◆ **What to produce**
Repeat exactly the lines from the start of the records below through the line that contains "Convert this screen", including both.

[Collected data entries]
·····

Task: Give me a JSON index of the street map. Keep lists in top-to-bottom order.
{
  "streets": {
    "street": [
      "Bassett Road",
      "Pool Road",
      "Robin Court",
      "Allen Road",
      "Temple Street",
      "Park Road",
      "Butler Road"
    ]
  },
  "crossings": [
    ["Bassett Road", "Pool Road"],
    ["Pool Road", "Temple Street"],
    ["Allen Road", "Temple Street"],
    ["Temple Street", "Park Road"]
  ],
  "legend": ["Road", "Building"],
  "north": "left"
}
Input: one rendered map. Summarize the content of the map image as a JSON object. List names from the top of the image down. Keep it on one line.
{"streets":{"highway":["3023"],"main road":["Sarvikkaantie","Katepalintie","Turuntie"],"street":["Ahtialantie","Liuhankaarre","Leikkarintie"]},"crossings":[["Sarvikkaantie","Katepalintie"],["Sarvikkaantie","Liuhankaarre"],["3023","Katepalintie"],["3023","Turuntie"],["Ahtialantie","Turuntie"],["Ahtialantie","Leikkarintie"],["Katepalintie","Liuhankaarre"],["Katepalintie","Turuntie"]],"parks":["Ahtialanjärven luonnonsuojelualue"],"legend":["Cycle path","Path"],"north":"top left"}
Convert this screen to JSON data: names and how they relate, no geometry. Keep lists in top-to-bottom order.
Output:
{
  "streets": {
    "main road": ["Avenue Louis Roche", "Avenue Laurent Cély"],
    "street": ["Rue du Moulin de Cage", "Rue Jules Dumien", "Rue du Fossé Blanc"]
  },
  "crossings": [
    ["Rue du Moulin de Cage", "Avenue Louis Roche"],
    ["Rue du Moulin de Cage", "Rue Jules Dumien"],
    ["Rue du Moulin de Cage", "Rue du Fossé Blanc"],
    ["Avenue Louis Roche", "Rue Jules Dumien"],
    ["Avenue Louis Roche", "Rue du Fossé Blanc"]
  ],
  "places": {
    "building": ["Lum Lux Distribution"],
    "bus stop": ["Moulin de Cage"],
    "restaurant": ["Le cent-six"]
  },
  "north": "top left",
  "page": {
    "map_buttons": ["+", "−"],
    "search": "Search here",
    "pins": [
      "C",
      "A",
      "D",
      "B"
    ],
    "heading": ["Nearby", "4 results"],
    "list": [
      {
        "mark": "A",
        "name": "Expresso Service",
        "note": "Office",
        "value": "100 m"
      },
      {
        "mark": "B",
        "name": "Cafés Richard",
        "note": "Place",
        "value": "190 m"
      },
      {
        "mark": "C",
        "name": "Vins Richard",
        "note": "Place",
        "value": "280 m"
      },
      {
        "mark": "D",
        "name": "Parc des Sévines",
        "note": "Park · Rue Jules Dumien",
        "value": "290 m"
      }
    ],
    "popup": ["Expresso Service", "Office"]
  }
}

·····

◆ **Finished exercise**
Task: Give me a JSON index of the street map. Keep lists in top-to-bottom order.
{
  "streets": {
    "street": [
      "Bassett Road",
      "Pool Road",
      "Robin Court",
      "Allen Road",
      "Temple Street",
      "Park Road",
      "Butler Road"
    ]
  },
  "crossings": [
    ["Bassett Road", "Pool Road"],
    ["Pool Road", "Temple Street"],
    ["Allen Road", "Temple Street"],
    ["Temple Street", "Park Road"]
  ],
  "legend": ["Road", "Building"],
  "north": "left"
}
Input: one rendered map. Summarize the content of the map image as a JSON object. List names from the top of the image down. Keep it on one line.
{"streets":{"highway":["3023"],"main road":["Sarvikkaantie","Katepalintie","Turuntie"],"street":["Ahtialantie","Liuhankaarre","Leikkarintie"]},"crossings":[["Sarvikkaantie","Katepalintie"],["Sarvikkaantie","Liuhankaarre"],["3023","Katepalintie"],["3023","Turuntie"],["Ahtialantie","Turuntie"],["Ahtialantie","Leikkarintie"],["Katepalintie","Liuhankaarre"],["Katepalintie","Turuntie"]],"parks":["Ahtialanjärven luonnonsuojelualue"],"legend":["Cycle path","Path"],"north":"top left"}
Convert this screen to JSON data: names and how they relate, no geometry. Keep lists in top-to-bottom order.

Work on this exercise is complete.